• DIRECTIONS: What lines of the data below include the word "buttons"? Report them by copying each.

Collected data entries
-- Opening Marker --

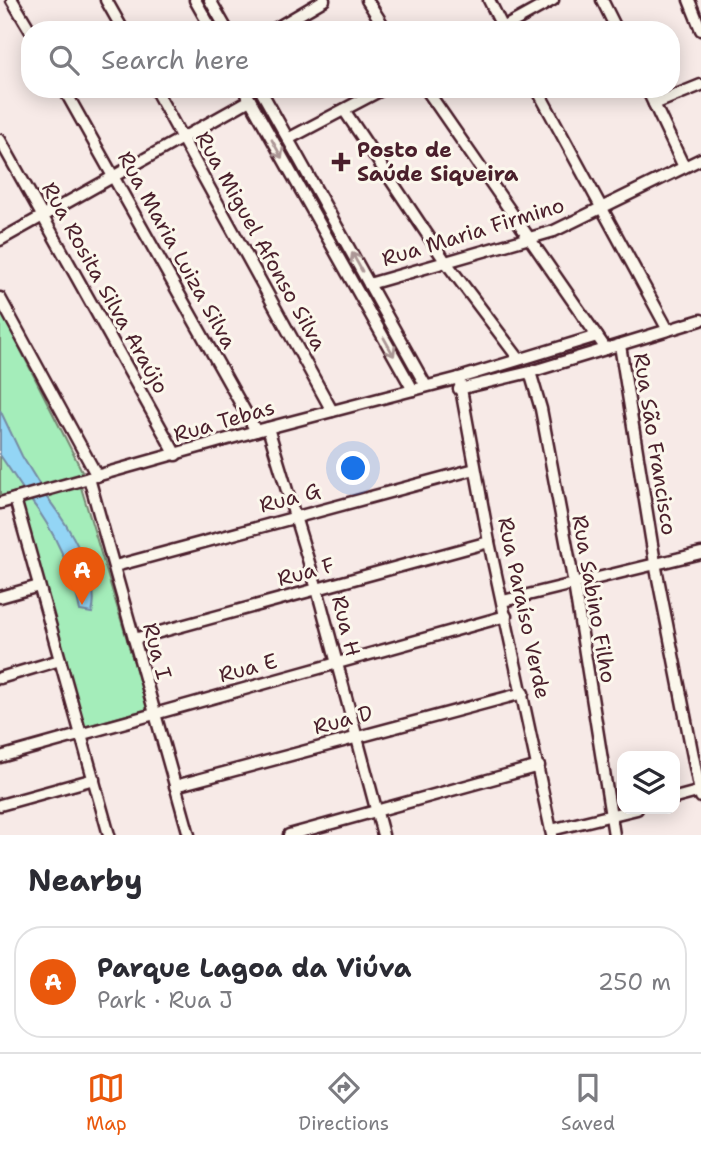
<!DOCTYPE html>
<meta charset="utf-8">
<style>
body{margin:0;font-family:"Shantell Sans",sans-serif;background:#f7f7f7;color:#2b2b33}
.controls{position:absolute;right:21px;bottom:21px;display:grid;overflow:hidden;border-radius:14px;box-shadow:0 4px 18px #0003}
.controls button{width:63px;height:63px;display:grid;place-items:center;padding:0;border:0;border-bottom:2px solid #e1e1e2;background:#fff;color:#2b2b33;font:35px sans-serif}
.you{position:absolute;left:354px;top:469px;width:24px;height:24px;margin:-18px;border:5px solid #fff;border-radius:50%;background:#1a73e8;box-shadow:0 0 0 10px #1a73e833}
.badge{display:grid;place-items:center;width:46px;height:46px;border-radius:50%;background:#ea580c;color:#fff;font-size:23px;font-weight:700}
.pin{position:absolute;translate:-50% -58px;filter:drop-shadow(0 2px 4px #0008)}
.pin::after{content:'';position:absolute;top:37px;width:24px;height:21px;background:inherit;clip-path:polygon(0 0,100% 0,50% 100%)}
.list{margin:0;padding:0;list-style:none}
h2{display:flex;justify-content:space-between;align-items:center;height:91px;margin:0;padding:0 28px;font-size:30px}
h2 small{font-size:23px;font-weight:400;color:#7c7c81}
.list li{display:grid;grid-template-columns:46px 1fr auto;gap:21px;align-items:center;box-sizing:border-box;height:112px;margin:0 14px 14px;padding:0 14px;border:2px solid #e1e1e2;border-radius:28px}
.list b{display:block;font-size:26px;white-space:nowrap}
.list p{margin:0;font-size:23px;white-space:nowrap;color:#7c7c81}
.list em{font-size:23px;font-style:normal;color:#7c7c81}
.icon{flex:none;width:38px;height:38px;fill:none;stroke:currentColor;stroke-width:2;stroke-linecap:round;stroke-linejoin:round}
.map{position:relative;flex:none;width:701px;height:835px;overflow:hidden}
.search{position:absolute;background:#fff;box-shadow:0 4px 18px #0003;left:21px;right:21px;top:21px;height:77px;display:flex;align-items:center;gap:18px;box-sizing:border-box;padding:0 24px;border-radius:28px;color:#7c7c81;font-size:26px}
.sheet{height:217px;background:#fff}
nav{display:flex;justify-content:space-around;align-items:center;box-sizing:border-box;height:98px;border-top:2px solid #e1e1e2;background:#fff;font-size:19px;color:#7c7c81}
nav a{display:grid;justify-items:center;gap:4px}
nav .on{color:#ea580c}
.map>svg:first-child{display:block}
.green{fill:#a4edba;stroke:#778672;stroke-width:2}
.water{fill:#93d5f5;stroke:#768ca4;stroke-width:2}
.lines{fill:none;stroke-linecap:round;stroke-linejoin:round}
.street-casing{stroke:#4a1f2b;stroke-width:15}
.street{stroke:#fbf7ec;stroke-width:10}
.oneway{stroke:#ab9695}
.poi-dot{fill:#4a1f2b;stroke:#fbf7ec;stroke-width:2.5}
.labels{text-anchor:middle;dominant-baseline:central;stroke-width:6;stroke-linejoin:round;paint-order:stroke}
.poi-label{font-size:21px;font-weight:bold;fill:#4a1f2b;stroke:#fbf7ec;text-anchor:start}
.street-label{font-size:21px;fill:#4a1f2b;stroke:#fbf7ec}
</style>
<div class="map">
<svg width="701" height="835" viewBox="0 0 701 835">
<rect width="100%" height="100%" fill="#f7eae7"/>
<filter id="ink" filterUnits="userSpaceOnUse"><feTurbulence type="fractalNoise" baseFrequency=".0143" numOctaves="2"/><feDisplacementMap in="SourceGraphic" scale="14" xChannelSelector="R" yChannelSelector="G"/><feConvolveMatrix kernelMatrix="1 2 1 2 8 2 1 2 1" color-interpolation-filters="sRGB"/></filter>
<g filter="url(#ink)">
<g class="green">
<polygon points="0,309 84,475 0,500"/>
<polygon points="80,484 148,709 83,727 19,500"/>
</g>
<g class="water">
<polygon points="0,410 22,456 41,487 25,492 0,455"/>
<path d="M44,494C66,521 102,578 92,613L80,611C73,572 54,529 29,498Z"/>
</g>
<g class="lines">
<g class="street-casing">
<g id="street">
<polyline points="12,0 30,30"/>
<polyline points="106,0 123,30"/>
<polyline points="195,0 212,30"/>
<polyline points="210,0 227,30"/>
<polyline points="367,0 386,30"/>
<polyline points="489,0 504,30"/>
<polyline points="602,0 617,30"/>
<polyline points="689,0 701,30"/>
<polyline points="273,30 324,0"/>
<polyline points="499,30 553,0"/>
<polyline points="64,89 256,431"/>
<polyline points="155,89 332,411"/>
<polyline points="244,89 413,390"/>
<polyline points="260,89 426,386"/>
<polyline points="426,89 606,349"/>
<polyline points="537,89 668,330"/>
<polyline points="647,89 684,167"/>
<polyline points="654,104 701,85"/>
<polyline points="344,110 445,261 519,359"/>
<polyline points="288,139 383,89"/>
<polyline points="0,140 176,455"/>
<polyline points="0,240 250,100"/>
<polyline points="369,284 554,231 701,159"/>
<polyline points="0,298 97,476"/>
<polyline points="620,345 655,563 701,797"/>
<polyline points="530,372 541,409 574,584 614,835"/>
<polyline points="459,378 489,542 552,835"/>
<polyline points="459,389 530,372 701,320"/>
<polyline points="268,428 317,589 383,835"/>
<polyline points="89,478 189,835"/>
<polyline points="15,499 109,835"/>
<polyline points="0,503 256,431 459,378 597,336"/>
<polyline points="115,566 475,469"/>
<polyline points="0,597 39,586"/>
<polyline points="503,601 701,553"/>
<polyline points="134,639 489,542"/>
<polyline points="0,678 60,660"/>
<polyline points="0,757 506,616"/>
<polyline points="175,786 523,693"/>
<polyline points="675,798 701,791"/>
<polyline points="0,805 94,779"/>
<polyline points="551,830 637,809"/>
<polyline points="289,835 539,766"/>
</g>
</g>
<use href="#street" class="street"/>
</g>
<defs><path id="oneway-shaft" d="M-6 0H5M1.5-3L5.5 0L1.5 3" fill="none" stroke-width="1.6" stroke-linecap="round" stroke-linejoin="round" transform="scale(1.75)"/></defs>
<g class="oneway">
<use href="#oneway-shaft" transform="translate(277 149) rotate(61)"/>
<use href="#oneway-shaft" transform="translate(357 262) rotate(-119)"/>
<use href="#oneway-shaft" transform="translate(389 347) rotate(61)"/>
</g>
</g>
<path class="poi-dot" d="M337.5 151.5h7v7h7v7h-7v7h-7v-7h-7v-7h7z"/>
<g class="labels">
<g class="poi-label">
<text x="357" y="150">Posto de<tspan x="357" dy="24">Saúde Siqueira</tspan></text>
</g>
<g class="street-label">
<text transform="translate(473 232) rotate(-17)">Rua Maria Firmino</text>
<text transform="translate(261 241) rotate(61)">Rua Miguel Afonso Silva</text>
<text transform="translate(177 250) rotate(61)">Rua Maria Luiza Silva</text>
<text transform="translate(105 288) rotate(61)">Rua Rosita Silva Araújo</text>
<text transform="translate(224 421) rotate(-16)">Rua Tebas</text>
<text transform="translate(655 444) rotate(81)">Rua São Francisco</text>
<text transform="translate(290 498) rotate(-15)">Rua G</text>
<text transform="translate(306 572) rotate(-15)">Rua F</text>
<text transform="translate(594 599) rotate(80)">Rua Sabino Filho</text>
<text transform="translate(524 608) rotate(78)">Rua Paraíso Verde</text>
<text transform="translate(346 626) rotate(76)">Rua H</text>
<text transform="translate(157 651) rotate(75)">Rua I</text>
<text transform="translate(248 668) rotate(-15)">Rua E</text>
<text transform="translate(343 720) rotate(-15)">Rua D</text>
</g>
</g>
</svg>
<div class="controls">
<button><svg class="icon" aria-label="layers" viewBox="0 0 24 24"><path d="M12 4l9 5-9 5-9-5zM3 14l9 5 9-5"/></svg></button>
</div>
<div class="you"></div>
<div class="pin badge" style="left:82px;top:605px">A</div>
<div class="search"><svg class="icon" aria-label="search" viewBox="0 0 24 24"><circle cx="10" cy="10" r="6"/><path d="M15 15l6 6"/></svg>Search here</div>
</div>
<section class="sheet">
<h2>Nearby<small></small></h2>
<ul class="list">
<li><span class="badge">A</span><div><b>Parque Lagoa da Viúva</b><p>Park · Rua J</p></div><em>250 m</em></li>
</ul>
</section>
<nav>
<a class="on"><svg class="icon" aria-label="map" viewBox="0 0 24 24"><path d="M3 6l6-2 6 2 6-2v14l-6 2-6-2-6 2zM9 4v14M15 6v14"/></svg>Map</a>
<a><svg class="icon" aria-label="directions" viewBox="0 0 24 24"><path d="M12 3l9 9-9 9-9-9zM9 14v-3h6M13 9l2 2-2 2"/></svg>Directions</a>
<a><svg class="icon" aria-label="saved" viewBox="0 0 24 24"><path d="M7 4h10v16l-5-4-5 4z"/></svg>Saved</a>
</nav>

-- Closing Marker --
-- Opening Marker --

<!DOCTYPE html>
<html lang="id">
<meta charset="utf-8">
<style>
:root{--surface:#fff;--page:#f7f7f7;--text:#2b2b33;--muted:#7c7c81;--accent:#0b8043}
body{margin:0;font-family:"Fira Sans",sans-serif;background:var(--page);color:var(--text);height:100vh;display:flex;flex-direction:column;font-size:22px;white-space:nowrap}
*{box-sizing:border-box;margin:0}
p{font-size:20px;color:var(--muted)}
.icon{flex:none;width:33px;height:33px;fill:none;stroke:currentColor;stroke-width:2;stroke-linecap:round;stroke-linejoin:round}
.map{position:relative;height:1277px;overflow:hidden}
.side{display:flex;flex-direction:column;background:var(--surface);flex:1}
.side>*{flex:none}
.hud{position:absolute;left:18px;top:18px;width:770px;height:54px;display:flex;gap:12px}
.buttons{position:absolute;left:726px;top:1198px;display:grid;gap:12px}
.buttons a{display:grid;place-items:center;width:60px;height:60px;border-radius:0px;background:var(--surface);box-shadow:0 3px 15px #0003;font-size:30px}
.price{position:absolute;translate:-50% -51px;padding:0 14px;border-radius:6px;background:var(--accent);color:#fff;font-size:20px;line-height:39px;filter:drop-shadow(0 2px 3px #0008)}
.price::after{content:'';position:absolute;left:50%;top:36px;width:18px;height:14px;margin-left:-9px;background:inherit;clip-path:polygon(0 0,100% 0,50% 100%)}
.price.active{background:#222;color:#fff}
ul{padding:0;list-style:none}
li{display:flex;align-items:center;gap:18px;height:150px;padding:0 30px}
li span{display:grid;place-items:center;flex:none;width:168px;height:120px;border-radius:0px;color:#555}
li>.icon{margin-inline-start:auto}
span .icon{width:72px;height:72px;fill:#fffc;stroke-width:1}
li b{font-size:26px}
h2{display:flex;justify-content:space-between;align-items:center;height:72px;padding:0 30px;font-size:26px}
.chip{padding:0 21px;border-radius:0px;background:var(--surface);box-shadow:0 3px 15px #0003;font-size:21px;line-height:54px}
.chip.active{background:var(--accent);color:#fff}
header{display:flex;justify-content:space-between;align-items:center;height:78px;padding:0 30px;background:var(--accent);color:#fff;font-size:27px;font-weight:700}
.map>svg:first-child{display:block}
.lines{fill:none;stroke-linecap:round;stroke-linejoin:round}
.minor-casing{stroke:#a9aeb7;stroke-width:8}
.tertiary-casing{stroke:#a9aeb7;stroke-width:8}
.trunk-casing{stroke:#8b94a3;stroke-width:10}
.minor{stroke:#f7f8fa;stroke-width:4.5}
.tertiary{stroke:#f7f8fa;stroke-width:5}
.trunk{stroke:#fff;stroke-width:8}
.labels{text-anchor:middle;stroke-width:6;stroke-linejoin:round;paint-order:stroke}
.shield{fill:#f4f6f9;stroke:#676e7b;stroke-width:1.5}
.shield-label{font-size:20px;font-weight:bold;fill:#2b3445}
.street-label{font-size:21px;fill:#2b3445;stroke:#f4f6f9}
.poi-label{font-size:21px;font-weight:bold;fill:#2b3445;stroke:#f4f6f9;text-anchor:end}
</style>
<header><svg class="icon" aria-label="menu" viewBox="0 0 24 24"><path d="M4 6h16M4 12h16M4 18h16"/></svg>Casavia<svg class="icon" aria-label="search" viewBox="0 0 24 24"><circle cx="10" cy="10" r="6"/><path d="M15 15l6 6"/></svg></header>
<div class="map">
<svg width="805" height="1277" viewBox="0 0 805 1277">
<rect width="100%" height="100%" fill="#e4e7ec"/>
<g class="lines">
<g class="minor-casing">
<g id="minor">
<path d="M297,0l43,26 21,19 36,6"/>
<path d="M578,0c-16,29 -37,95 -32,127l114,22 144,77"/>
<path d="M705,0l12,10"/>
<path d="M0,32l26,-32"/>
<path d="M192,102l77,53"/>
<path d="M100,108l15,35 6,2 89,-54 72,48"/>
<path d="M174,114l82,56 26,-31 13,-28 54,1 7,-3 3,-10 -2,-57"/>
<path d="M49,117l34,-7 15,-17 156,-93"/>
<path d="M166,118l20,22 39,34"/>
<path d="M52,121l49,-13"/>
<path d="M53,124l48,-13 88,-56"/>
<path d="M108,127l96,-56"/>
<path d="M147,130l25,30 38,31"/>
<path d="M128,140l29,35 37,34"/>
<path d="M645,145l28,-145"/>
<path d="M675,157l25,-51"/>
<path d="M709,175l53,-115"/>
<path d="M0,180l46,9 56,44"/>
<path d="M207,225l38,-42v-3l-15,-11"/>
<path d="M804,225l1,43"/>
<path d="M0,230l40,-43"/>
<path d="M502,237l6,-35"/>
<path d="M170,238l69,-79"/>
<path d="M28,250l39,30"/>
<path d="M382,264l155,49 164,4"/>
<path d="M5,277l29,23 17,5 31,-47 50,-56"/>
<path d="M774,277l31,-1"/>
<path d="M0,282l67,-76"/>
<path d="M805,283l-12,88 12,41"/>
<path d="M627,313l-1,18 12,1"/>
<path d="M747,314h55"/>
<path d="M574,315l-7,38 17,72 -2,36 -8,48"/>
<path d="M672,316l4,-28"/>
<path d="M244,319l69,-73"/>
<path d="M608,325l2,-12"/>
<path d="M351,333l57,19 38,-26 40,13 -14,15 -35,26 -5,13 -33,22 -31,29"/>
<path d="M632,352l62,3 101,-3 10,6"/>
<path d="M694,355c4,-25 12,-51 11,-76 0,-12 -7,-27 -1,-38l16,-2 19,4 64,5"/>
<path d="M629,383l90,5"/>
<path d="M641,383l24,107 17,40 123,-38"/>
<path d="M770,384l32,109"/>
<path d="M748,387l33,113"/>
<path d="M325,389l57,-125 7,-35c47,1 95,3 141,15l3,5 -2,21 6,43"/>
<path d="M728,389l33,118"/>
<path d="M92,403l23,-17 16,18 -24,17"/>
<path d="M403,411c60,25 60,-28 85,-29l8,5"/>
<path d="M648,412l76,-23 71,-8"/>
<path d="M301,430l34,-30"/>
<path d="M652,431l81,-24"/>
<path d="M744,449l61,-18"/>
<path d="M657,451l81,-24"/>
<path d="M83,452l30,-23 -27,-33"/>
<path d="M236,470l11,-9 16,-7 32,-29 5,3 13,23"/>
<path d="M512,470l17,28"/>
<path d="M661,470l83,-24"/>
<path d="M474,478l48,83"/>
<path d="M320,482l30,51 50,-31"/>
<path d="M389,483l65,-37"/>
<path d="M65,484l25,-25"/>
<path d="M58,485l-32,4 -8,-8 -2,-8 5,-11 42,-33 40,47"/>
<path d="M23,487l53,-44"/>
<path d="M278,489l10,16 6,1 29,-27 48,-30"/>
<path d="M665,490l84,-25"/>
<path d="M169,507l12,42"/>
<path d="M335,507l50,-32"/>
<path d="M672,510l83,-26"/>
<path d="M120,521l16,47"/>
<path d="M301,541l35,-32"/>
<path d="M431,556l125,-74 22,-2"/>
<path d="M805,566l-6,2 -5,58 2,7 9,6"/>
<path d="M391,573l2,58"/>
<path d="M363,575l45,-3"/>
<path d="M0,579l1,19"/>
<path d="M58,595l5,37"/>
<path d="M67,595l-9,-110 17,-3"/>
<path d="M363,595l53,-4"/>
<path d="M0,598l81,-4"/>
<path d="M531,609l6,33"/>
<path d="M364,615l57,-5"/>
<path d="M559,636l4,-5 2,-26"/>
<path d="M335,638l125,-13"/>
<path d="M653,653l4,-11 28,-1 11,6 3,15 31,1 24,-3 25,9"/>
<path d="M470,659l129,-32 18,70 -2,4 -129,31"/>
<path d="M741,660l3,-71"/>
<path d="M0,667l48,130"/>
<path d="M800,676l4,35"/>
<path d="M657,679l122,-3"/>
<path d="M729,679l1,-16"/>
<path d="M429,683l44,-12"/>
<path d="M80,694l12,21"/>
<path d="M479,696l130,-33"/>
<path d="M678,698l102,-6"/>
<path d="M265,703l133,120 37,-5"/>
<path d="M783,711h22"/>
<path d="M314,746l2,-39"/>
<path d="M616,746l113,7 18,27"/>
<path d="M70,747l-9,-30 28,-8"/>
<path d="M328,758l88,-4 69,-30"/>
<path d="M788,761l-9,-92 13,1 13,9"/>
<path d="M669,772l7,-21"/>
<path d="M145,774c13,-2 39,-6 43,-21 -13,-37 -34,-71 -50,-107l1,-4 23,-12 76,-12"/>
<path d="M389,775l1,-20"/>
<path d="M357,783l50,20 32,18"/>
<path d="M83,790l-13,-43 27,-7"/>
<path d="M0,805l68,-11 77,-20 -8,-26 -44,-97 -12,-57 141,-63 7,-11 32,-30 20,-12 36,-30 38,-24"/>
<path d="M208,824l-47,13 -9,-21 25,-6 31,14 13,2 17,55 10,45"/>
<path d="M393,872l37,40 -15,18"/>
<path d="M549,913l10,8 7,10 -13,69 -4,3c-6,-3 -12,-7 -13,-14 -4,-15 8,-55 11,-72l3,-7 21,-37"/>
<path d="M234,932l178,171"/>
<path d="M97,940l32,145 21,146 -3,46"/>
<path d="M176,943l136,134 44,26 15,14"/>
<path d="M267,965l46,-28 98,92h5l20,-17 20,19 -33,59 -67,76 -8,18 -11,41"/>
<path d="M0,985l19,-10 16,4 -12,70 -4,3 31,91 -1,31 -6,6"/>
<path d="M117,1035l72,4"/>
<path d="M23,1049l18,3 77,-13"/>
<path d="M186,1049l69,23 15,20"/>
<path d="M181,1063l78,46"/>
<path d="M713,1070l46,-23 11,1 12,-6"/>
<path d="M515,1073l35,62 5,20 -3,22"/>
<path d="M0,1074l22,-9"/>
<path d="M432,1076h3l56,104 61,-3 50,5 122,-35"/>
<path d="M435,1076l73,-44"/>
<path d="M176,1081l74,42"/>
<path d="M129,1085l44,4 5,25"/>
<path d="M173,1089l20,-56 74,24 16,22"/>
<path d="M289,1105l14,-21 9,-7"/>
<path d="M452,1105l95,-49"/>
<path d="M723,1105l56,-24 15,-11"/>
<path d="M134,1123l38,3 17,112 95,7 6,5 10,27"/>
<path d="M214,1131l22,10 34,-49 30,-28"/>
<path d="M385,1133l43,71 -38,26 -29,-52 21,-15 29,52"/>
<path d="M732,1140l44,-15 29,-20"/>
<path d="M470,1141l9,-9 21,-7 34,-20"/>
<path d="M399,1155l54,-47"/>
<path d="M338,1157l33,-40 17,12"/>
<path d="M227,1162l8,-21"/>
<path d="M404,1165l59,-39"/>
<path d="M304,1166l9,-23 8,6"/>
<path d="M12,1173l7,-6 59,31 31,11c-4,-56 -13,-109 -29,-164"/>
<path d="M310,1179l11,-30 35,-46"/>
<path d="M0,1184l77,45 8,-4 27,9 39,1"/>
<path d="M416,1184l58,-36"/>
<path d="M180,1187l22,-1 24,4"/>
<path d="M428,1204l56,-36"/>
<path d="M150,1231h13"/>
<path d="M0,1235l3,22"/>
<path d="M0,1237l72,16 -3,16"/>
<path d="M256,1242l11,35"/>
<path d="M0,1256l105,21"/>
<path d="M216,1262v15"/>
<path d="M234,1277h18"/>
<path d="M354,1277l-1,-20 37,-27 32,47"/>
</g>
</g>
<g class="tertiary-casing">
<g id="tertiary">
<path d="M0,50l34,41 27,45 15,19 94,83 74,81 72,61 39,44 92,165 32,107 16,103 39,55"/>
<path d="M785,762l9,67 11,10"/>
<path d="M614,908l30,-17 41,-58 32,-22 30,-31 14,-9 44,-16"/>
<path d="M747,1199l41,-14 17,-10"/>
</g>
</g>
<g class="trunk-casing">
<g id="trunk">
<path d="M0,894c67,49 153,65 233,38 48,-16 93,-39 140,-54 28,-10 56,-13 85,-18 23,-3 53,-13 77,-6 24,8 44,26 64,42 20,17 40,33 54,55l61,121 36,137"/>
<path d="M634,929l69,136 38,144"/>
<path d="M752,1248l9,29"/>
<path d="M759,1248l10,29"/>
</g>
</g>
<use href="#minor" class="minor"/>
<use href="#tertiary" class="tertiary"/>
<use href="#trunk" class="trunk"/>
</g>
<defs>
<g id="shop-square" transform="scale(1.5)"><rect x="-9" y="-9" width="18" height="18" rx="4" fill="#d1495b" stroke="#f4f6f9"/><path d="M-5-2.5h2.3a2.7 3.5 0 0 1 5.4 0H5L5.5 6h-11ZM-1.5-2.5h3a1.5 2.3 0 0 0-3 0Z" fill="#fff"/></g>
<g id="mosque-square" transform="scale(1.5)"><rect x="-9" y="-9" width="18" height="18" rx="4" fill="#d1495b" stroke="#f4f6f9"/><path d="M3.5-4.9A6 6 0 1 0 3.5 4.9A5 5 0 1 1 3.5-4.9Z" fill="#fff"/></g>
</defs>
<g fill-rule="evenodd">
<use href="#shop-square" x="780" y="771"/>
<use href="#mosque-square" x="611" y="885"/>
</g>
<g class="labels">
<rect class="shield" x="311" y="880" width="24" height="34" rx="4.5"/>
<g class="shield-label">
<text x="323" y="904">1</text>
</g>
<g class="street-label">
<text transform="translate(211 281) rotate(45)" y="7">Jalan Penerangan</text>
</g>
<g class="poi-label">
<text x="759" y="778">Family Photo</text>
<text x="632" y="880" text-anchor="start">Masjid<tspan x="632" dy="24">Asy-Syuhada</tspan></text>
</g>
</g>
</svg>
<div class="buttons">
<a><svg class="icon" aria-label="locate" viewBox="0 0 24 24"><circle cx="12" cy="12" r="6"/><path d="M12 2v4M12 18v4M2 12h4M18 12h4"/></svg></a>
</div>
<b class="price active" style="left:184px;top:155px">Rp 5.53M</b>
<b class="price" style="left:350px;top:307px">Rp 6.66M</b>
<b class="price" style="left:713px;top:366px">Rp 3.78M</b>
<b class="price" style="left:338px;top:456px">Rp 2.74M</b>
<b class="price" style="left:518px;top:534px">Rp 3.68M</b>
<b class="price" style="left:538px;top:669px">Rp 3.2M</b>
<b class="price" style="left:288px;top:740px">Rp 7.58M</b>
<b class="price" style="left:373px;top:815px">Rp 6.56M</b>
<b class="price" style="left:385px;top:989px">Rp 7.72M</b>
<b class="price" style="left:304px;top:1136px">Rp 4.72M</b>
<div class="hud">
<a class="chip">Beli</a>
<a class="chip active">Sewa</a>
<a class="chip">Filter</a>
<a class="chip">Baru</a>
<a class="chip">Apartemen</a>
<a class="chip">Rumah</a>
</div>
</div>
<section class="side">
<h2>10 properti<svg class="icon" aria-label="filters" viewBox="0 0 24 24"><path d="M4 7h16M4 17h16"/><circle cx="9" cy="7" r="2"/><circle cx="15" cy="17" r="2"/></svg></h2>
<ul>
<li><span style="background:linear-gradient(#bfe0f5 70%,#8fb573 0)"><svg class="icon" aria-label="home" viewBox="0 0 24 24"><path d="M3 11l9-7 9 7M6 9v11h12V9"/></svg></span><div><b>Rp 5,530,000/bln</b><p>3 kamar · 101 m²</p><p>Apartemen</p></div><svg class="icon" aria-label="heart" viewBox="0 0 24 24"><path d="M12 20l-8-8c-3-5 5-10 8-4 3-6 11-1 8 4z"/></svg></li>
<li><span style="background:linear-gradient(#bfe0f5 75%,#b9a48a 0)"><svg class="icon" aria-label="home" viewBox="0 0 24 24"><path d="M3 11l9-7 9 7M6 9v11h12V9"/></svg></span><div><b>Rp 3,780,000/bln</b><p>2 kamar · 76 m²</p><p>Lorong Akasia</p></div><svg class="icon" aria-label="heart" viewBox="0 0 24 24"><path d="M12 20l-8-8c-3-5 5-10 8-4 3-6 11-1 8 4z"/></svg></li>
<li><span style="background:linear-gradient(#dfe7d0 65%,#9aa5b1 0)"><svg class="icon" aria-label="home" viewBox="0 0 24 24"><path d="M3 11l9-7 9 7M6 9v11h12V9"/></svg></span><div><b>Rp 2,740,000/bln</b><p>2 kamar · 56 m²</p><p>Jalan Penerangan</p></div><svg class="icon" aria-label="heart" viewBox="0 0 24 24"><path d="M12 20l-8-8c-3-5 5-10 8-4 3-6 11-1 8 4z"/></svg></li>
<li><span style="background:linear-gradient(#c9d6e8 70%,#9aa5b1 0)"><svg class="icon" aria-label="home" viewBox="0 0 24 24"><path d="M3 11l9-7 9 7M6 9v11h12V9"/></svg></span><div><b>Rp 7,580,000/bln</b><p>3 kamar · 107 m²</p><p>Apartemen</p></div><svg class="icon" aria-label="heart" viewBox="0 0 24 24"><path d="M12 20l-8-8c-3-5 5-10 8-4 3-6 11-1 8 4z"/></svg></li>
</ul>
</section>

-- Closing Marker --

• TASK SOLUTION:
.buttons{position:absolute;left:726px;top:1198px;display:grid;gap:12px}
.buttons a{display:grid;place-items:center;width:60px;height:60px;border-radius:0px;background:var(--surface);box-shadow:0 3px 15px #0003;font-size:30px}
<div class="buttons">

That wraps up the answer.